_Data extract_:

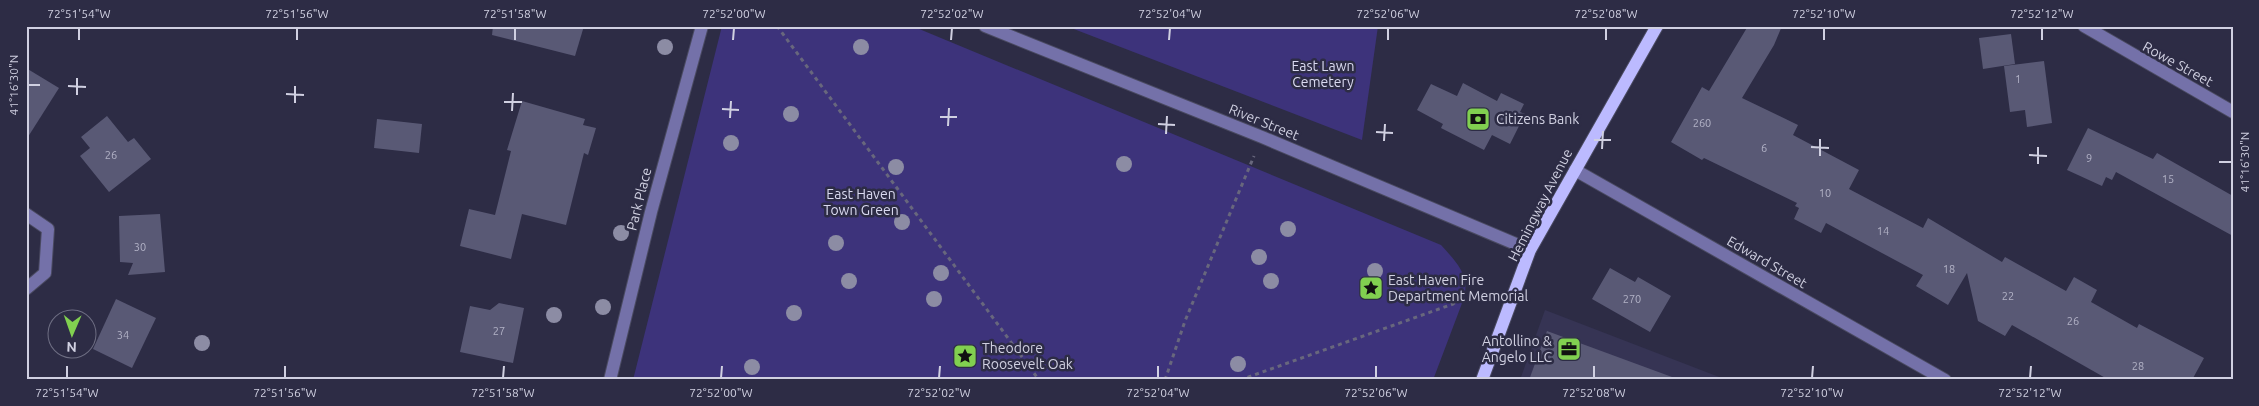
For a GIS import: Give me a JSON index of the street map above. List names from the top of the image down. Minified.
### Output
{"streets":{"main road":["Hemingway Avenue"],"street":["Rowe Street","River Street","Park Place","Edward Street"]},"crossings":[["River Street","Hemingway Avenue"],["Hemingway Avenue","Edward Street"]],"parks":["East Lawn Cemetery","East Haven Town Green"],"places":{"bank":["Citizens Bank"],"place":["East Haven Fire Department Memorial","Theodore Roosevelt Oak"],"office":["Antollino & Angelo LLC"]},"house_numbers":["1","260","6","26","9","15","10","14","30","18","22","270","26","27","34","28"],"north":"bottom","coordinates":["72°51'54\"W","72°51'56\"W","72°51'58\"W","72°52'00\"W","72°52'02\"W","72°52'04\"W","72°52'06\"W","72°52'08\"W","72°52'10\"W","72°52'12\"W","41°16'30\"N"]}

_Your goal_:
Repeat the data exactly. Pictures should not appear.

_Task output_:
For a GIS import: Give me a JSON index of the street map above. List names from the top of the image down. Minified.
### Output
{"streets":{"main road":["Hemingway Avenue"],"street":["Rowe Street","River Street","Park Place","Edward Street"]},"crossings":[["River Street","Hemingway Avenue"],["Hemingway Avenue","Edward Street"]],"parks":["East Lawn Cemetery","East Haven Town Green"],"places":{"bank":["Citizens Bank"],"place":["East Haven Fire Department Memorial","Theodore Roosevelt Oak"],"office":["Antollino & Angelo LLC"]},"house_numbers":["1","260","6","26","9","15","10","14","30","18","22","270","26","27","34","28"],"north":"bottom","coordinates":["72°51'54\"W","72°51'56\"W","72°51'58\"W","72°52'00\"W","72°52'02\"W","72°52'04\"W","72°52'06\"W","72°52'08\"W","72°52'10\"W","72°52'12\"W","41°16'30\"N"]}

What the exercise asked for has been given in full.